Alain de Botton, The Course of Love
I usually don’t choose fiction for these annual reflections but this book and passage stuck with me. It has always been my greatest ambition to be a good husband and father; getting married this year has made that more real than ever. The lesson I’ve learned is that wanting to be great is not enough — like anything worth doing it takes hard work and sacrifice, and usually can’t be achieved without help.
The passage from the novel above refers to a couple’s therapist (a profession that I expect to see a TON of growth in the 2020s) and her positive impact on the relationship of the main characters. This person stands for all of the unsexy but necessary parts of building a lifelong partnership — where skill is built on truth, empathy and understanding. To achieve such a lofty ambition couples need to start building skill and strength long before there is an existential problem that needs urgent attention. As my friend’s therapist says, we need to “strike while the iron is cold”.
5. Thank yesterday’s setbacks for today’s blessings
The problems we face today eventually turn into blessings in the rearview mirror of life. In time, yesterday’s red light leads us to a green light. All destruction eventually leads to construction, all death eventually leads to birth, all pain eventually leads to pleasure. In this life or the next, what goes down will come up. It’s a matter of how we see the challenge in front of us and how we engage with it. Persist, pivot, or concede. It’s up to us, our choice every time.
— Matthew McConaughey, Greenlights
Mistakes are not “evils” and neither are setbacks. Life is filled with setbacks that knock us to the ground, punch us in the gut and threaten our feeling of hope. The thing is, in my life I’ve felt these setbacks most often when I’m striving for something that is worth striving for. I also can’t think of a great thing that has happened to me that wasn’t a very clear output of a difficult setback. Matthew’s would say you can’t hit green lights without passing a red light.

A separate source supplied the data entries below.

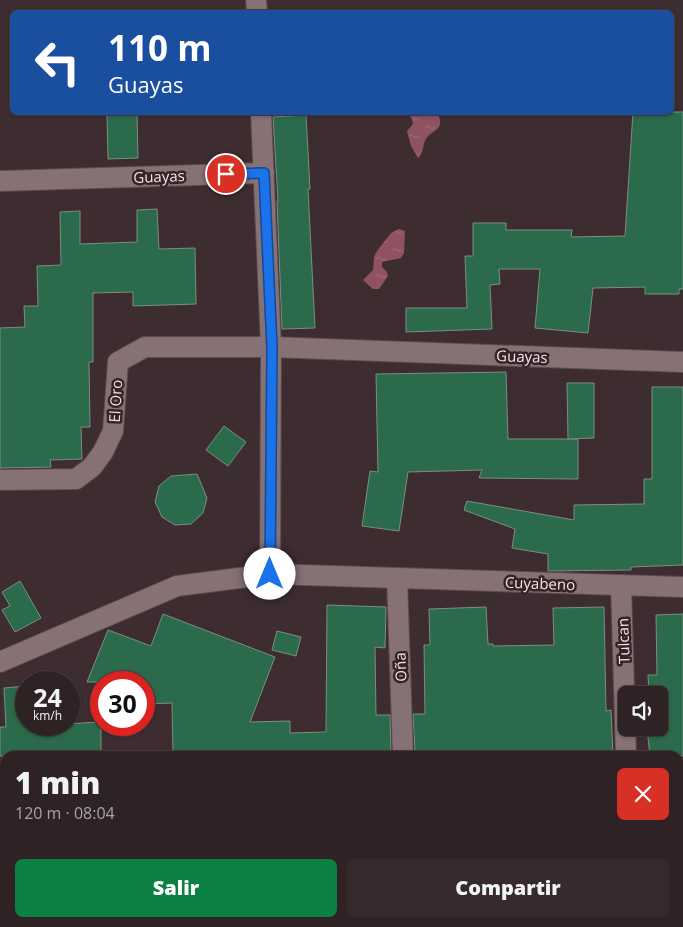 <!DOCTYPE html>
<html lang="es">
<meta charset="utf-8">
<style>
body{margin:0;font-family:"Open Sans",sans-serif;background:#362a2c;color:#f1f3f6;height:100vh;display:flex;flex-direction:column;font-size:19px;white-space:nowrap}
*{box-sizing:border-box;margin:0}
p{font-size:16px;color:#a7a4a6}
.icon{flex:none;width:28px;height:28px;fill:none;stroke:currentColor;stroke-width:2;stroke-linecap:round;stroke-linejoin:round}
.map{position:relative;flex:1;overflow:hidden}
.drawer{position:absolute;left:0px;top:751px;width:684px;height:176px;display:flex;flex-direction:column;background:#2e2224;border-radius:15px 15px 0 0;box-shadow:0 1px 4px #0004,0 0 0 1px #493f41}
.drawer>*{flex:none}
.hud{position:absolute;left:10px;top:10px;width:664px;height:105px;border-radius:8px;box-shadow:0 1px 4px #0004,0 0 0 1px #493f41;background:#1a4fa0;color:#fff;overflow:hidden}
.buttons{position:absolute;left:618px;top:686px;display:grid;gap:10px}
.buttons a{display:grid;place-items:center;width:50px;height:50px;border-radius:8px;background:#2e2224;box-shadow:0 1px 4px #0004,0 0 0 1px #493f41;font-size:25px}
.speed{position:absolute;left:15px;top:671px;display:flex;gap:10px;font-size:25px;font-weight:700;text-align:center}
.speed>*{display:grid;place-content:center;width:65px;height:65px;border-radius:50%;background:#2e2224;box-shadow:0 1px 4px #0004,0 0 0 1px #493f41;line-height:1}
.speed small{font-size:12px;font-weight:400}
.speed .limit{border:8px solid #d22;background:#fff;color:#111}
.pin{position:absolute;display:grid;place-items:center;width:42px;height:42px;color:#fff;margin:-21px;border:2px solid #fff;border-radius:50%;box-shadow:0 1px 5px #0007}
.me{position:absolute;width:55px;margin:-28px;rotate:0deg;stroke-linejoin:round;filter:drop-shadow(0 0 4px #0008)}
.turn{display:flex;align-items:center;gap:18px;height:105px;padding:0 15px;font-size:22px}
.turn .icon{width:65px;height:65px;stroke-width:2.5}
.turn b{display:block;font-size:35px;line-height:42px}
.round{display:grid;place-items:center;flex:none;width:52px;height:52px;border-radius:8px;background:#362a2c}
.headline{display:flex;align-items:center;justify-content:space-between;height:85px;padding:0 15px}
h1{font-size:30px;font-weight:800;line-height:38px}
.button{display:flex;gap:10px;margin-top:auto;padding:10px 15px}
.button a{flex:1;height:58px;border-radius:8px;background:#0b8043;color:#fff;font-size:20px;font-weight:800;line-height:58px;text-align:center}
.button a+a{background:#362a2c;color:#f1f3f6}
.map>svg:first-child{display:block}
.water{fill:url(#water-ripples)}
.building{fill:#2b6a4b;stroke:#7c8e83}
.lines{fill:none;stroke-linecap:round;stroke-linejoin:round}
.street-casing{stroke:#5a4b4e;stroke-width:22}
.street{stroke:#867175;stroke-width:20}
.route-casing{stroke:#114b97;stroke-width:12}
.route{stroke:#1a73e8;stroke-width:9}
.labels{text-anchor:middle;dominant-baseline:central;stroke-width:5;stroke-linejoin:round;paint-order:stroke}
.street-label{font-size:15px;fill:#f1e5e7;stroke:#342327}
</style>
<div class="map">
<svg width="683" height="927" viewBox="0 0 683 927">
<defs>
<pattern id="water-ripples" width="26" height="14" patternUnits="userSpaceOnUse" patternTransform="scale(1.25)"><rect width="26" height="14" fill="#8f5260"/><path d="M2 4q2-2 4 0t4 0M15 11q2-2 4 0t4 0" fill="none" stroke="#9f6b77"/></pattern>
</defs>
<rect width="100%" height="100%" fill="#3e2d30"/>
<g class="water">
<path d="M409 112 437 113C447 130 431 130 426 139 422 146 424 153 418 158L411 146 407 131 413 124 412 119 408 113Z"/>
<path d="M399 229 405 231 404 253 401 258 382 262V267L387 272 388 276 379 289H373L363 280 373 270 374 257 377 251 391 233Z"/>
</g>
<g class="building">
<path d="M633 112H683V289H679V294H645V287L593 288 588 333 535 328 540 269H499L500 284 490 285 492 329 406 332V308H467L465 256H473V223H506V230H572L571 237 625 236Z"/>
<path d="M137 114 138 158 108 159 107 115Z"/>
<path d="M306 115 310 189H308L315 328 282 329 277 201H278L273 117Z"/>
<path d="M157 209 159 249 195 248 196 304 133 306V292L93 293V362H89L90 427H81L82 459 50 460 51 467 0 468V328L25 327 24 306H38L37 266 61 265 60 212 80 211V244L137 242V210Z"/>
<path d="M506 372 508 439H578V479L479 478 482 470 408 472 399 531 362 526 370 471 378 472 376 374Z"/>
<path d="M567 383H594V438L568 439Z"/>
<path d="M652 387H683V565L631 567V570L548 571V554L512 548 515 529 464 510 467 501 574 520V505L644 504V479H652Z"/>
<path d="M224 426 246 442 228 466 206 450Z"/>
<path d="M197 474 207 498 203 513 191 524 175 525 162 517 155 502 159 486 171 476Z"/>
<path d="M20 581 41 618 15 632 2 610 10 606 2 592Z"/>
<path d="M327 605 386 607 385 648 375 647 376 715H390L391 751 383 752V756H173L172 703 144 704V682H87L108 630 151 646 163 614 275 657 250 722 290 721V733L326 732Z"/>
<path d="M486 607 488 644H493V646L554 645 553 608 604 607 606 711 611 710 613 756H426V751H415L413 714H425L424 645H430L429 609Z"/>
<path d="M683 614V756H650L647 728H659V695H649L648 675H657L656 615Z"/>
<path d="M277 631 301 637 296 656 272 650Z"/>
<path d="M26 686V726L101 722V756H0V727H6L4 688Z"/>
</g>
<g class="lines">
<g class="street-casing">
<g id="street">
<path d="M256 0 257 12"/>
<path d="M261 112 271 347 270 574"/>
<path d="M0 181 264 173"/>
<path d="M0 480 76 479 92 467 103 452 113 431 118 362 145 347H271L683 362"/>
<path d="M397 578 403 756"/>
<path d="M621 585 626 756"/>
<path d="M0 662 177 586 270 574 683 587"/>
<path d="M679 793 683 792"/>
<path d="M0 813H5"/>
<path d="M193 922V927"/>
<path d="M410 922V927"/>
<path d="M633 922V927"/>
</g>
</g>
<use href="#street" class="street"/>
</g>
<g class="lines">
<g class="route-casing">
<path id="route" d="M226 174 264 173 272 347 270 574"/>
</g>
<use href="#route" class="route"/>
</g>
<g class="labels">
<g class="street-label">
<text transform="translate(159 176) rotate(-2)">Guayas</text>
<text transform="translate(522 356) rotate(2)">Guayas</text>
<text transform="translate(115 401) rotate(-87)">El Oro</text>
<text transform="translate(540 583) rotate(2)">Cuyabeno</text>
<text transform="translate(623 641) rotate(-92)">Tulcan</text>
<text transform="translate(400 667) rotate(-92)">Oña</text>
</g>
</g>
</svg>
<div class="buttons">
<a><svg class="icon" aria-label="sound" viewBox="0 0 24 24"><path d="M4 9h4l5-4v14l-5-4H4zM17 9q2 3 0 6"/></svg></a>
</div>
<div class="speed"><div>24<small>km/h</small></div><div class="limit">30</div></div>
<div class="pin" style="left:226px;top:174px;background:#d93025"><svg class="icon" aria-label="arrive" viewBox="0 0 24 24"><path d="M6 21V4h12l-3 4 3 4H6"/></svg></div>
<svg class="me" style="left:270px;top:574px" viewBox="-20 -20 40 40"><circle r="19" fill="#fff"/><path d="M0-13L10 11 0 6-10 11z" fill="#1a73e8"/></svg>
<div class="hud">
<div class="turn"><svg class="icon" aria-label="left" viewBox="0 0 24 24"><path d="M17 20v-9H6M10 6l-5 5 5 5"/></svg><div><b>110 m</b>Guayas</div></div>
</div>
<section class="drawer">
<div class="headline"><div><h1>1 min</h1><p>120 m · 08:04</p></div><a class="round" style="background:#d93025;color:#fff"><svg class="icon" aria-label="close" viewBox="0 0 24 24"><path d="M6 6l12 12M18 6L6 18"/></svg></a></div>
<div class="button"><a>Salir</a><a>Compartir</a></div>
</section>
</div>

Recently I shared a reflection on a setback I had five years ago. It sounds silly to feel this way in hindsight (rejections just aren’t that big a deal in the grand scheme of things) but for years I was embarrassed to speak openly about what this did to me. It’s been a mindset shift to view this event in my life not just as something “I can’t change so shouldn’t worry about” but rather as a blessing that unlocked many of things I’m most grateful for today. It has also shaped my proactive approach to new setbacks: when I’m tempted by dejection or self-pity I try to think about what big win today’s losses will lead to. That’s a powerful mentality — as Matthew would say: “Alright, alright, alright”.
Happy new year. I hope 2022 is a great one for you!